Zobayan told air traffic controllers that the helicopter was climbing its way out of a cloud cover - even though, in reality, the helicopter was rapidly hurtling to the ground, federal investigators said.

The chopper ultimately crashed into a hillside.

 

Pilot Ara Zobayan. Picture: Supplied
Pilot Ara Zobayan. Picture: Supplied

The pilot climbed to 4,000 feet in a tightening left turn and then descended rapidly in a left turn - a manoeuvre consistent with "spatial disorientation" in limited visibility.

NTSB Chairman Robert Sumwalt said the pilot was legally prohibited from flying into clouds but continued doing so nonetheless.

The board has said pilots can become confused about an aircraft's attitude and acceleration when they cannot see the sky or landscape around them.

Sumwalt said the board "will discuss the phenomenon of spatial disorientation, which is the powerful sensation that confuses pilots who lose visual reference and what types of training can be effective in countering this effect".

The board said an examination of the helicopter's engines and rotors found no evidence of "catastrophic mechanical failure."

 

Kobe Bryant. Picture: Supplied
Kobe Bryant. Picture: Supplied

The chopper was flying the passengers to a youth basketball tournament at his Mamba Sports Academy in Ventura County when the chopper encountered thick fog.

Zobayan - flying under visual flight rules, or VFR -climbed sharply and had nearly broken through the clouds when the Sikorsky S-76 banked suddenly before plummeting into the Calabasas hills and bursting into flames.

Bryant's widow, Vanessa, blamed the pilot. She and the relatives of other victims also faulted the companies that owned and operated the helicopter.

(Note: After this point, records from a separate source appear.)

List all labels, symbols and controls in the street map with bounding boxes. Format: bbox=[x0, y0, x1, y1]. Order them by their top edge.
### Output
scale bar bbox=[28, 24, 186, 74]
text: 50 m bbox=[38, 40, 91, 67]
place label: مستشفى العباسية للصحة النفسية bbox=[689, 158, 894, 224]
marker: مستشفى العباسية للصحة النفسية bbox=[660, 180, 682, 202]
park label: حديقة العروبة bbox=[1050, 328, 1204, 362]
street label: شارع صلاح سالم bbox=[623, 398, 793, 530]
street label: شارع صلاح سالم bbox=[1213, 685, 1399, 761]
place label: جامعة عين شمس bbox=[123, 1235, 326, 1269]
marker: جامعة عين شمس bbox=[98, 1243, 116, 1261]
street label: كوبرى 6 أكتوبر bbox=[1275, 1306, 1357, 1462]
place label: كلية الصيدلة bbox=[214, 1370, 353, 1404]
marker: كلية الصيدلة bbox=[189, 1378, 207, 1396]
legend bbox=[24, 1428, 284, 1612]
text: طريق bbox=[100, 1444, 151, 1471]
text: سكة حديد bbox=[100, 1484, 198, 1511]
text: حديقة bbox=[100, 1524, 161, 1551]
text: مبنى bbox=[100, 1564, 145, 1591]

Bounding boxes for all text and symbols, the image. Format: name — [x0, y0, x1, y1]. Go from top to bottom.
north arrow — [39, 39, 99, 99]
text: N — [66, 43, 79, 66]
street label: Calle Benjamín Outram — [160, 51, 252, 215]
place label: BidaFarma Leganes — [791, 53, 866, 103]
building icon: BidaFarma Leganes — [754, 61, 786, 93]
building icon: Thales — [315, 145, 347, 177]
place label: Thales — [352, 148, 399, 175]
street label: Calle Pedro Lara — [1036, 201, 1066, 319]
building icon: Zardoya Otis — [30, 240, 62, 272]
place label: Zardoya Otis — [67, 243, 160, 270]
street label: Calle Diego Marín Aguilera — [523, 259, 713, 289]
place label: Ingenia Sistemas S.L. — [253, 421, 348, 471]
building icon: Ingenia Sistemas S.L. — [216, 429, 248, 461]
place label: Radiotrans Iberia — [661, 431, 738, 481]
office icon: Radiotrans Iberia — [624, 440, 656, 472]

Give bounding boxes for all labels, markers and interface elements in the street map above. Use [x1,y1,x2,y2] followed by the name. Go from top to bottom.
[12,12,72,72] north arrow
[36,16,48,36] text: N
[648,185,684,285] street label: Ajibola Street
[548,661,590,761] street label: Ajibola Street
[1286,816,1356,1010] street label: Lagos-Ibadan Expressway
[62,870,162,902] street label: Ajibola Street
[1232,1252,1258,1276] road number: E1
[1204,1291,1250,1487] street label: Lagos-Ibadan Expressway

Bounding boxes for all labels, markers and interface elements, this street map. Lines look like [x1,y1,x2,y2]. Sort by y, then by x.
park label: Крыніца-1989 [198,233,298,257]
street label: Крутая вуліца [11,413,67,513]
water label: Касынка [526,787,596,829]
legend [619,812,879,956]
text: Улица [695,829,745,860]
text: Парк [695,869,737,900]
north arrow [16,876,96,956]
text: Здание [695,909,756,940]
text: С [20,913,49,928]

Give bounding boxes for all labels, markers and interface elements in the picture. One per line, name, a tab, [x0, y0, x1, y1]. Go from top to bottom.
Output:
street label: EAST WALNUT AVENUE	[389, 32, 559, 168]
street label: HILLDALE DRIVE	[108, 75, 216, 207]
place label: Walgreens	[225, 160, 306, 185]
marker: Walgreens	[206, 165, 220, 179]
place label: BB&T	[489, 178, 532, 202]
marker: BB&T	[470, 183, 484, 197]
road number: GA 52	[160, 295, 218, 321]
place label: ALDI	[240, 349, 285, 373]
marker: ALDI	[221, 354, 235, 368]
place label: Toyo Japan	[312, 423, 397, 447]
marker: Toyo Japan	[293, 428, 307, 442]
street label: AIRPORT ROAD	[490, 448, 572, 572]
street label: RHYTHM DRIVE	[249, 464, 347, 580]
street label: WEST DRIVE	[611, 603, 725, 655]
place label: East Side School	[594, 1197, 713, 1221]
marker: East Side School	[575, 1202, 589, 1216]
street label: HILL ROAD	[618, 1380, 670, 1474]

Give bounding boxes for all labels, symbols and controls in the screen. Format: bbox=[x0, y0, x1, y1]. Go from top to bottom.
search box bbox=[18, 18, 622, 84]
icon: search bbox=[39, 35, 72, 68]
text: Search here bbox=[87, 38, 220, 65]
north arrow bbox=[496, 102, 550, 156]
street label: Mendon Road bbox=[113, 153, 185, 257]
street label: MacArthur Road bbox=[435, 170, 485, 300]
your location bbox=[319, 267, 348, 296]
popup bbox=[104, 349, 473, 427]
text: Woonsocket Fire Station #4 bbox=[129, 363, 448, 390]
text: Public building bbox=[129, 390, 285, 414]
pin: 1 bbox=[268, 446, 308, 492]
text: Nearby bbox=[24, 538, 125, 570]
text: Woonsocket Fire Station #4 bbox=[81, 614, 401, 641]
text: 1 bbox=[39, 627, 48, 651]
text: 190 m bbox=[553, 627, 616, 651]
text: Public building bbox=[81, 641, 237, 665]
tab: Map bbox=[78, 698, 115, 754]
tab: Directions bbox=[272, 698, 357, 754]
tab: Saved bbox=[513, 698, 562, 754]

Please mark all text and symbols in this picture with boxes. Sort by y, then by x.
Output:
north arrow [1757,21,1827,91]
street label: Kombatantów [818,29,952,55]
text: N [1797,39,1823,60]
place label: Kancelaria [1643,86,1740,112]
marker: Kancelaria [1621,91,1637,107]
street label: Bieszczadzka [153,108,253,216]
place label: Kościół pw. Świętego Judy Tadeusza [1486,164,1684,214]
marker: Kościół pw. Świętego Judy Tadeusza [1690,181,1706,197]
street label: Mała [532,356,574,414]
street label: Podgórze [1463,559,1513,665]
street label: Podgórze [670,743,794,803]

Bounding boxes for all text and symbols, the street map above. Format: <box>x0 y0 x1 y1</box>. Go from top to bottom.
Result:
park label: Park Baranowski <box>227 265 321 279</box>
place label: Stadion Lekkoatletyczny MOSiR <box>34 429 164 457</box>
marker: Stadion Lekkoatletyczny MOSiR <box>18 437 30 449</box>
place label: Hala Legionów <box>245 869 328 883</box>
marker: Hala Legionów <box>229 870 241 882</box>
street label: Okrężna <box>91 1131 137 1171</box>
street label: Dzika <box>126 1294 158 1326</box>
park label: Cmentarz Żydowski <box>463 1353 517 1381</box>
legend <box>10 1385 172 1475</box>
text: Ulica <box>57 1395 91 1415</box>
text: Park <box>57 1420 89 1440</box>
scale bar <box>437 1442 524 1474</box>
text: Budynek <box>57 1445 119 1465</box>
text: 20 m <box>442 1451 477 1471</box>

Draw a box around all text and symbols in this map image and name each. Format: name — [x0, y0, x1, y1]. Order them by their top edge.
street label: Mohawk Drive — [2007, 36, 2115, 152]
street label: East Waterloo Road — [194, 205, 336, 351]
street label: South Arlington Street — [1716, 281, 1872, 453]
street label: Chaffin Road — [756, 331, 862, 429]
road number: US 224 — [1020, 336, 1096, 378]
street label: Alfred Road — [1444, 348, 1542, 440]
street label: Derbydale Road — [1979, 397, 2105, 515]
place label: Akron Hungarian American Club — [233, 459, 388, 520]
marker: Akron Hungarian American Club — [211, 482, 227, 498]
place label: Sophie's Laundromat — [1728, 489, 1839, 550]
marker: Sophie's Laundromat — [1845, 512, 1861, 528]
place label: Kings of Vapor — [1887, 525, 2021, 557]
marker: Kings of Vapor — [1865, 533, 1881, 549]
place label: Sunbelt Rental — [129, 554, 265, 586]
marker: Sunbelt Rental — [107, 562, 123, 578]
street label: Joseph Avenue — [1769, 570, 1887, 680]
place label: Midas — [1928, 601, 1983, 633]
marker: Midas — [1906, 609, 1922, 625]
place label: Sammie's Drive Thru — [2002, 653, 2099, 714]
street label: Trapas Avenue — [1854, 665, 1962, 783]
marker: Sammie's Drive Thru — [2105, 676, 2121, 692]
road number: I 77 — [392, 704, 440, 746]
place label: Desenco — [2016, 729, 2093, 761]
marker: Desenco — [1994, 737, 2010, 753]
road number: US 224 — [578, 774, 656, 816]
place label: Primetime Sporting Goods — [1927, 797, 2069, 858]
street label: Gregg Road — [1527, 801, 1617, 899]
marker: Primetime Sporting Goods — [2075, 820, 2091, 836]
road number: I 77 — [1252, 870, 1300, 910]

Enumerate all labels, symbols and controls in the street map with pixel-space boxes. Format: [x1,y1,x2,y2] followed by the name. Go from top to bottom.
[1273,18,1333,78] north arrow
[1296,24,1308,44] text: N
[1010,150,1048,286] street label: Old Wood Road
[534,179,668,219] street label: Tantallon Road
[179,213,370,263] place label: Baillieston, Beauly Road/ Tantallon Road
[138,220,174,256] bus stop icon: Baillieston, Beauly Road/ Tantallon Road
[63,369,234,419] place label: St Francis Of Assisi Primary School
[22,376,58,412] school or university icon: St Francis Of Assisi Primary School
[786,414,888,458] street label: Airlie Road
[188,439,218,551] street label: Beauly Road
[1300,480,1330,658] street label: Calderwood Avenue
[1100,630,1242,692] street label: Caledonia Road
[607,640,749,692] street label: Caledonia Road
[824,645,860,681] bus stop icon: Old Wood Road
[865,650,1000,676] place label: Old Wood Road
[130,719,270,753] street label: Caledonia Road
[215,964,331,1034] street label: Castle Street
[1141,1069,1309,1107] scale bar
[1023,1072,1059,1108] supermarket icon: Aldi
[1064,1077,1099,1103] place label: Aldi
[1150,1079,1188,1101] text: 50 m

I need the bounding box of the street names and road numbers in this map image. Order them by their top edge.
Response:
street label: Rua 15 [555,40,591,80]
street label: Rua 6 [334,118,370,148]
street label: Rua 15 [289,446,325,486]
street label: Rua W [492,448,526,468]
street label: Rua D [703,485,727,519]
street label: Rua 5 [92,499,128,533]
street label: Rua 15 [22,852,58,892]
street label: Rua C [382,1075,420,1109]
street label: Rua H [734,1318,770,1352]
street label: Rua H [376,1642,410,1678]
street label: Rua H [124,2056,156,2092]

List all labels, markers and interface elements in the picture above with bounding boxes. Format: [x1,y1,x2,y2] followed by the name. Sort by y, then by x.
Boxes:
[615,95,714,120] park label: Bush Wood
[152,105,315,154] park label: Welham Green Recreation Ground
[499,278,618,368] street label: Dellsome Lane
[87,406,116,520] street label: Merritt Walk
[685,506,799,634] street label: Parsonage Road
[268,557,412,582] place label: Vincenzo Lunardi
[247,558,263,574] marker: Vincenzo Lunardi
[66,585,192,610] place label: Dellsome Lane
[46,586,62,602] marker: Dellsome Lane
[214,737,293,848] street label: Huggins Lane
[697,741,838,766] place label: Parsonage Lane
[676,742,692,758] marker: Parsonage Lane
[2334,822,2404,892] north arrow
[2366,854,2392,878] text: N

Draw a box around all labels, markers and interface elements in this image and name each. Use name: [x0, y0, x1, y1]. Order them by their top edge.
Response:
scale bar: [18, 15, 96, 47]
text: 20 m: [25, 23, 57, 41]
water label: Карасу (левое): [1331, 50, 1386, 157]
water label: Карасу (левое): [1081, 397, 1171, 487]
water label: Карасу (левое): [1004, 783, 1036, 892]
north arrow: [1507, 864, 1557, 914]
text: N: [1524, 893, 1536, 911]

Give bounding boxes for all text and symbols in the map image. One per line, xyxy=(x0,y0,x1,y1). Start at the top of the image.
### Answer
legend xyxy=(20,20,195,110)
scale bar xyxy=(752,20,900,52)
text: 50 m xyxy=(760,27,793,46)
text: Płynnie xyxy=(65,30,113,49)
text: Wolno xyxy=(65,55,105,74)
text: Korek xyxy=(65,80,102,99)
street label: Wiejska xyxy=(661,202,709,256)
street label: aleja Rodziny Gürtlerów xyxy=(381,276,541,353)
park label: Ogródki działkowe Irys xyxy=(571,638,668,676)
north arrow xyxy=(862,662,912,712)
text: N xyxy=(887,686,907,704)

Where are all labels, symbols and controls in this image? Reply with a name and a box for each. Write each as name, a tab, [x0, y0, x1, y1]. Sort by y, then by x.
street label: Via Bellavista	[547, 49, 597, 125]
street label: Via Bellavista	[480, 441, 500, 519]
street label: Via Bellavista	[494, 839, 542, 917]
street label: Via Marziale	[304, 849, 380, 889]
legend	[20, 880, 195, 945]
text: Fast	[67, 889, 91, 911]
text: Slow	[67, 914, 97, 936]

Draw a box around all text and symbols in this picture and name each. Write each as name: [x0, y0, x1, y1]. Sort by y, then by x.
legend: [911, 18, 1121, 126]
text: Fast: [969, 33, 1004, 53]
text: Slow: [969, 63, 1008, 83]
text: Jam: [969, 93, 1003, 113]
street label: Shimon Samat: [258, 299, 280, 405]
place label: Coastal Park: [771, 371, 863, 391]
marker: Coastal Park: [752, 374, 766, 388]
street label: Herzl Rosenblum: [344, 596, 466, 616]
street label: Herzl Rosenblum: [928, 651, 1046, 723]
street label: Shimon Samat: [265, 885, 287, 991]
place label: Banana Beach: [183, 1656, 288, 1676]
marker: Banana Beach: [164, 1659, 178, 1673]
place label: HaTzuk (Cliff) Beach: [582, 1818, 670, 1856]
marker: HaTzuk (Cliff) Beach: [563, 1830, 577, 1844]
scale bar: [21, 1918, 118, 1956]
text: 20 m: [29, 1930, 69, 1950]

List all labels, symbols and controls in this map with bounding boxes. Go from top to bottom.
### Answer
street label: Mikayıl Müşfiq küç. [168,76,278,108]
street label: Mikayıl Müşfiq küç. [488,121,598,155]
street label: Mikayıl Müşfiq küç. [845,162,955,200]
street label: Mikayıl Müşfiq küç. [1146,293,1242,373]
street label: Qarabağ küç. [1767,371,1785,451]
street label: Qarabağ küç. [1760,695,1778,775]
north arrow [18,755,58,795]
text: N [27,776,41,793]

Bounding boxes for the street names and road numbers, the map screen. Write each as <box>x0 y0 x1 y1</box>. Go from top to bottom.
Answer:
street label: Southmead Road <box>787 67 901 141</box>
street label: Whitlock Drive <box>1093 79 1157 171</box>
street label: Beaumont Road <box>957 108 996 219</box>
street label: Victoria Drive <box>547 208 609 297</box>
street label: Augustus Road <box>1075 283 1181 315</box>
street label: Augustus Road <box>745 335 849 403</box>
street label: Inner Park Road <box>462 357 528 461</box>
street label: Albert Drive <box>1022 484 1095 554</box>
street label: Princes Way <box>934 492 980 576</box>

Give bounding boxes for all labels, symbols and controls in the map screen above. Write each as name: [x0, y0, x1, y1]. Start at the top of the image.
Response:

The companies said the weather was an act of God and blamed air-traffic controllers for the tragedy, which unleashed an outpouring of grief for the fallen Lakers star, launched a slew of lawsuits and prompted state and federal legislation.

Investigators revealed that the chopper lacked a Terrain Awareness and Warning System, or TAWS - which was not mandatory - that could have warned the pilot he was too close to the ground.

The NTSB has recommended TAWS as mandatory for helicopters.

Gianna Bryant with dad Kobe. Picture: Instagram
Gianna Bryant with dad Kobe. Picture: Instagram

Federal politicians have sponsored the Kobe Bryant and Gianna Bryant Helicopter Safety Act to mandate the system on all choppers carrying six or more passengers.

Federal investigators have said the experienced pilot may have "misperceived" the angles at which he was descending and banking, which can occur when a pilot becomes disoriented in low visibility.

Island Express Helicopters, the company that owned the helicopter, was not certified to fly passengers under instrument flight rules - which is often used during inclement weather - though it was equipped to do so and the pilot was IFR-rated, according to previous reports.